Les fistules anastomotiques sont parmi les plus graves complications susceptibles d’apparaître au décours d’une résection et d’une anastomose du colon. Elles résultent généralement d’une mauvaise cicatrisation de la suture entre les deux parties du colon, et surviennent en général une semaine après l’opération. Selon les auteurs d’un article paru mercredi dans « Science Translational Medicine », les causes de ce type de complication sont encore mal connues. Le Dr Benjamin Shogan et ses collègues, de l’école de médecine Pritzker, de l’université de Chicago, ont élucidé une partie du mystère, en montrant que, chez le rat opéré, le risque de fistule était corrélé à la présence d’Enterococcus faecalis au niveau des cicatrices.

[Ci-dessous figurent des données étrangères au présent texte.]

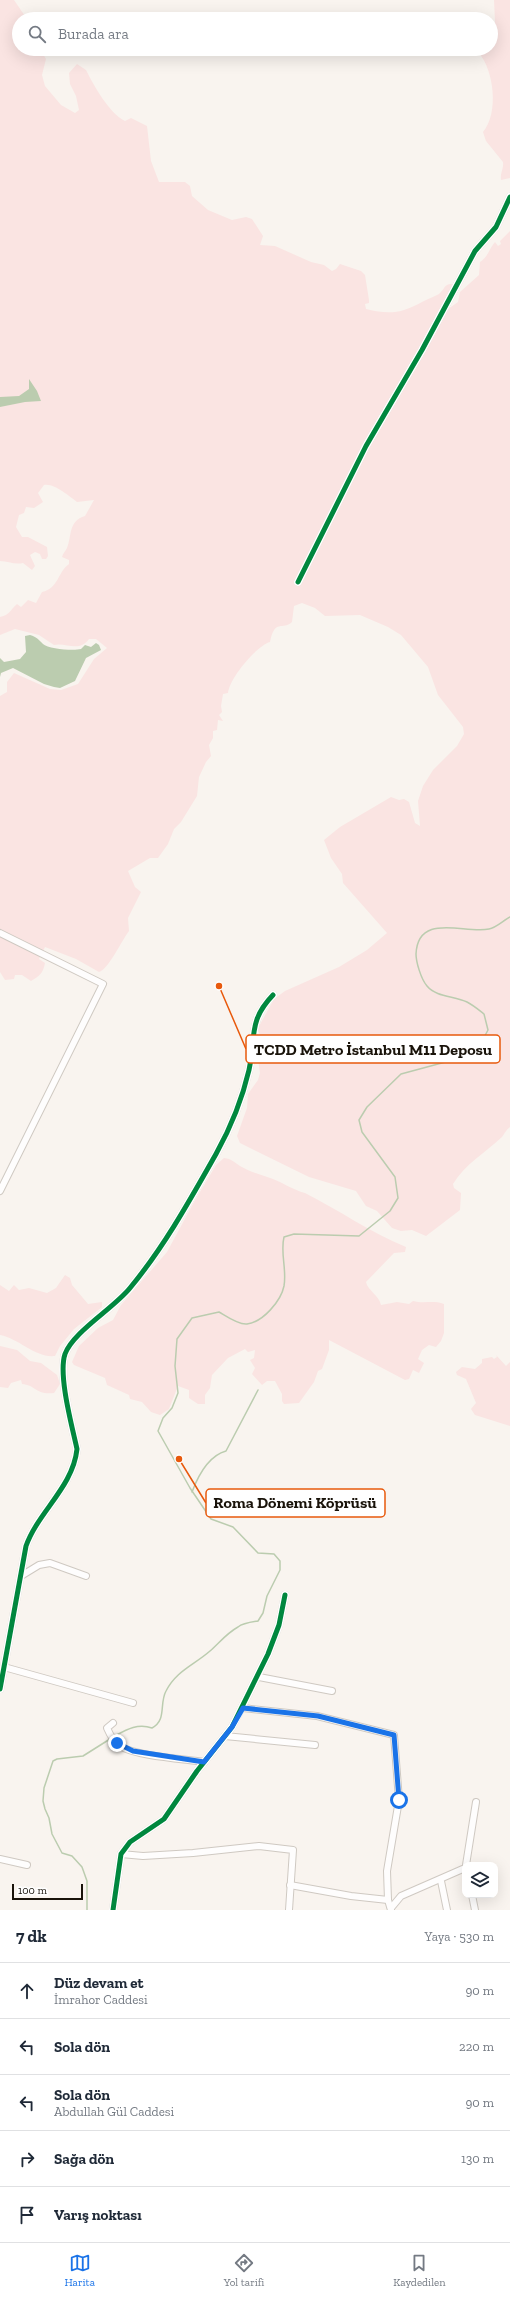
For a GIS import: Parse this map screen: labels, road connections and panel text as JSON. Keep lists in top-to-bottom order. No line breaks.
{"places":["TCDD Metro İstanbul M11 Deposu","Roma Dönemi Köprüsü"],"scale_bar":"100 m","page":{"search":"Burada ara","scale":"100 m","heading":["7 dk","Yaya · 530 m"],"list":[["Düz devam et","İmrahor Caddesi","90 m"],["Sola dön","220 m"],["Sola dön","Abdullah Gül Caddesi","90 m"],["Sağa dön","130 m"],"Varış noktası"],"nav":["Harita","Yol tarifi","Kaydedilen"]}}
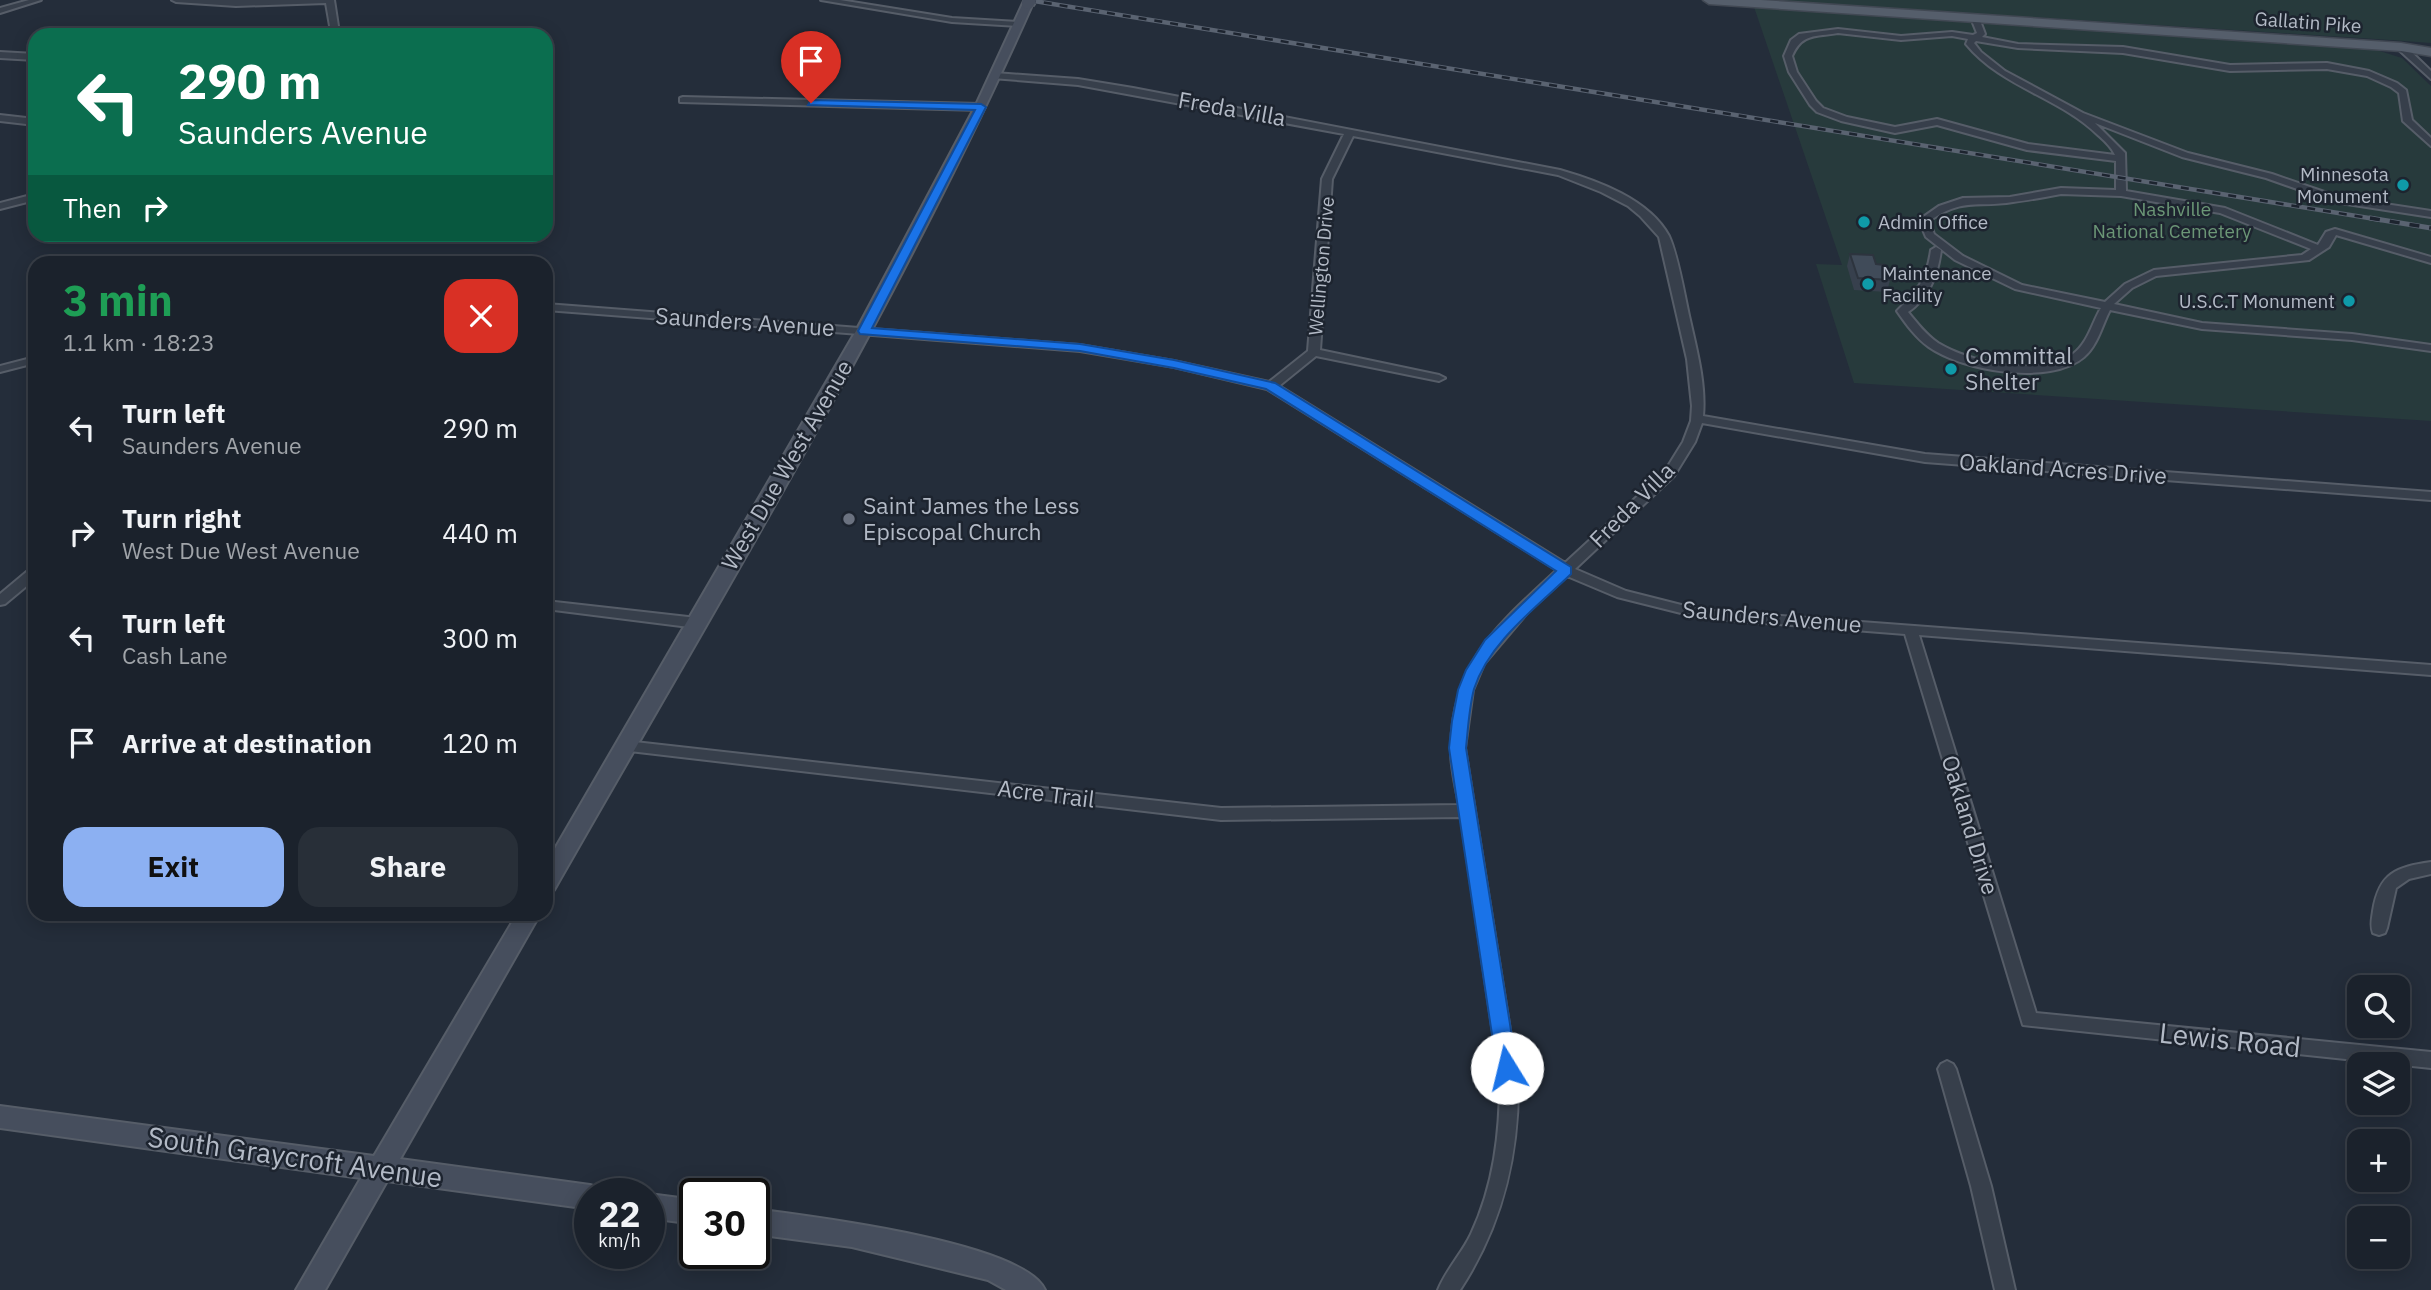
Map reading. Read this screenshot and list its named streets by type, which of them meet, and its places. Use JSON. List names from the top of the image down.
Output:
{
  "streets": {
    "main road": ["Gallatin Pike", "West Due West Avenue", "South Graycroft Avenue"],
    "street": [
      "Freda Villa",
      "Wellington Drive",
      "Saunders Avenue",
      "Oakland Acres Drive",
      "Acre Trail",
      "Oakland Drive",
      "Lewis Road"
    ]
  },
  "crossings": [
    ["Freda Villa", "Wellington Drive"],
    ["Freda Villa", "Saunders Avenue"],
    ["Freda Villa", "West Due West Avenue"],
    ["Freda Villa", "Oakland Acres Drive"],
    ["Freda Villa", "Acre Trail"],
    ["Wellington Drive", "Saunders Avenue"],
    ["Saunders Avenue", "West Due West Avenue"],
    ["Saunders Avenue", "Oakland Drive"],
    ["West Due West Avenue", "Acre Trail"],
    ["Oakland Drive", "Lewis Road"]
  ],
  "parks": ["Nashville National Cemetery"],
  "places": [
    "Minnesota Monument",
    "Admin Office",
    "Maintenance Facility",
    "U.S.C.T Monument",
    "Committal Shelter",
    "Saint James the Less Episcopal Church"
  ],
  "page": {
    "turn": ["290 m", "Saunders Avenue"],
    "then": "Then",
    "heading": ["3 min", "1.1 km · 18:23"],
    "list": [
      {
        "name": "Turn left",
        "note": "Saunders Avenue",
        "value": "290 m"
      },
      {
        "name": "Turn right",
        "note": "West Due West Avenue",
        "value": "440 m"
      },
      {
        "name": "Turn left",
        "note": "Cash Lane",
        "value": "300 m"
      },
      {
        "name": "Arrive at destination",
        "value": "120 m"
      }
    ],
    "buttons": ["Exit", "Share"],
    "map_buttons": ["+", "−"],
    "speed": "22 km/h",
    "limit": "30"
  }
}
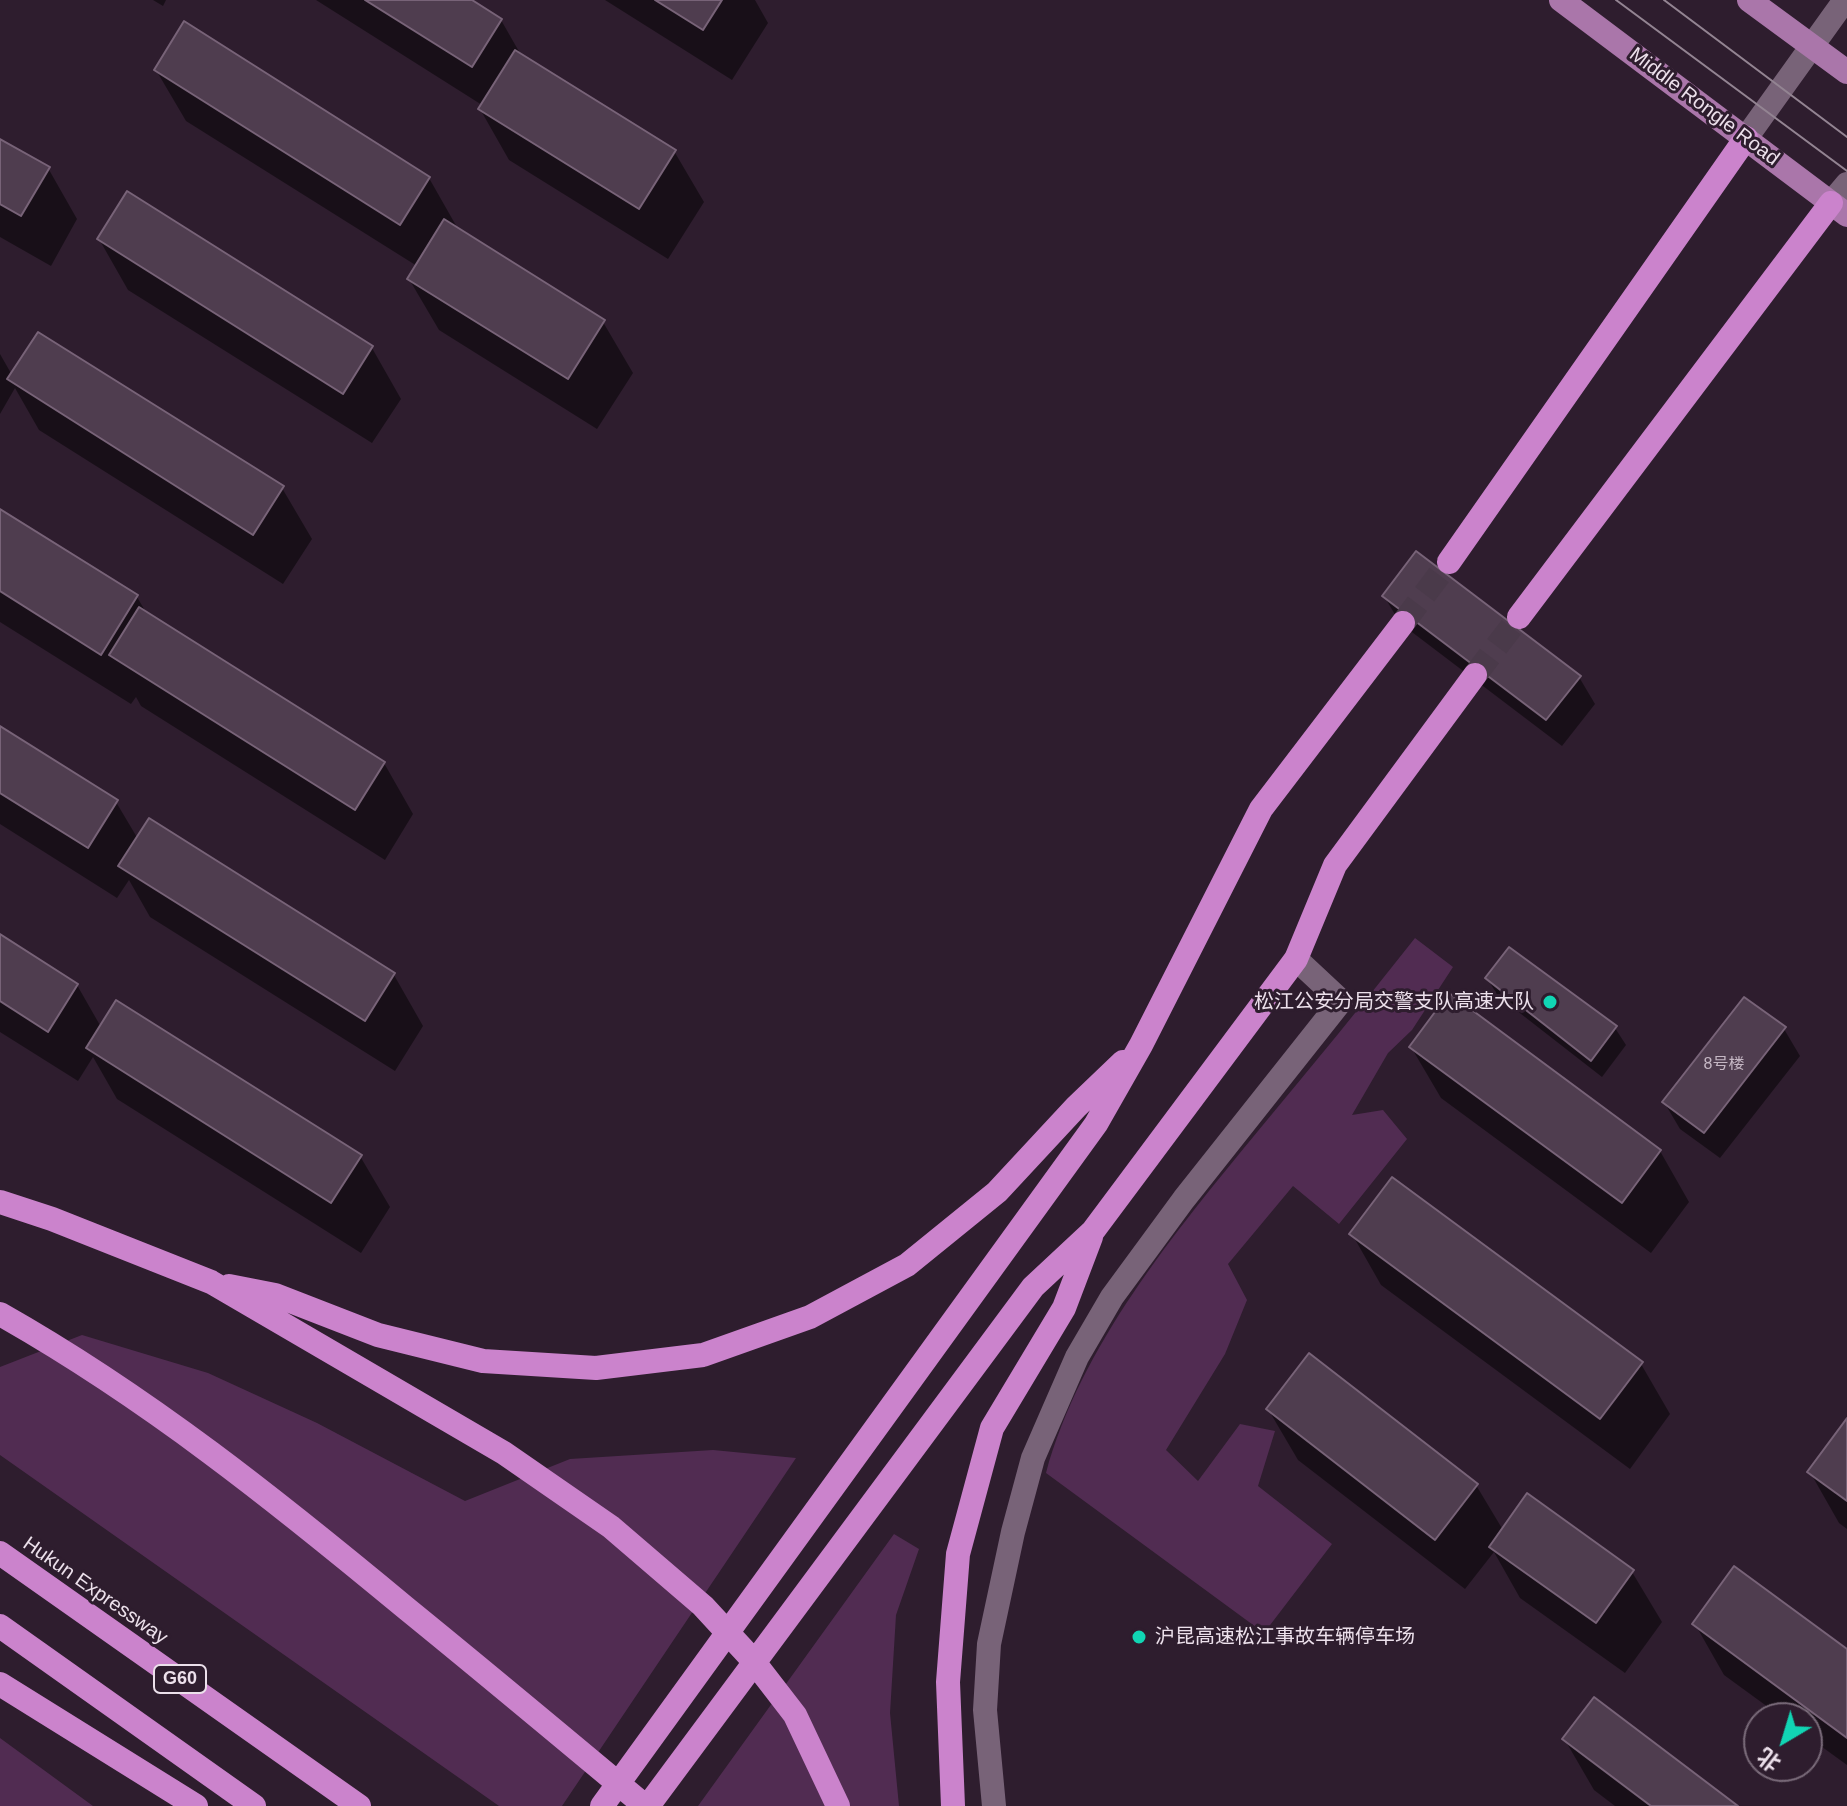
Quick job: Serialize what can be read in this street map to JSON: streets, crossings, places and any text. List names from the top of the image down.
{
  "streets": {
    "highway": ["Hukun Expressway", "G60"],
    "main road": ["Middle Rongle Road"]
  },
  "places": ["松江公安分局交警支队高速大队", "沪昆高速松江事故车辆停车场"],
  "house_numbers": ["8号楼"],
  "north": "bottom left"
}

Au cours d’une série d’expériences, l’utilisation d’antibiotiques à usage topique, appliqués sur les tissus intestinaux des animaux, a permis de prévenir l’apparition de fistules anastomotiques. Ces dernières observations ne sont pas totalement nouvelles, puisqu’en 1955 deux chercheurs de la Nouvelle Orléans, Isidore Cohn et James Rides, étaient déjà parvenus au même résultat chez le chien. Ce qui est nouveau, par contre, c’est que les auteurs ont pu mettre le doigt sur le mécanisme incriminé.
Le rôle central des MMP9
Les auteurs notent une forte dégradation du collagène au niveau des cicatrices des rats souffrant de fistules anastomotiques et dont le colon était colonisé par des entérocoques. L’activité de dégradation du collagène était jusqu’à trois fois supérieure à celle observée chez les rats non infectés, ou chez qui l’on pratiquait une opération chirurgicale fictive. Par ailleurs, les métalloprotéases matricielles, MMP9, naturellement présentes dans l’intestin des animaux, étaient davantage activées chez les rats présentant des fistules anastomotiques.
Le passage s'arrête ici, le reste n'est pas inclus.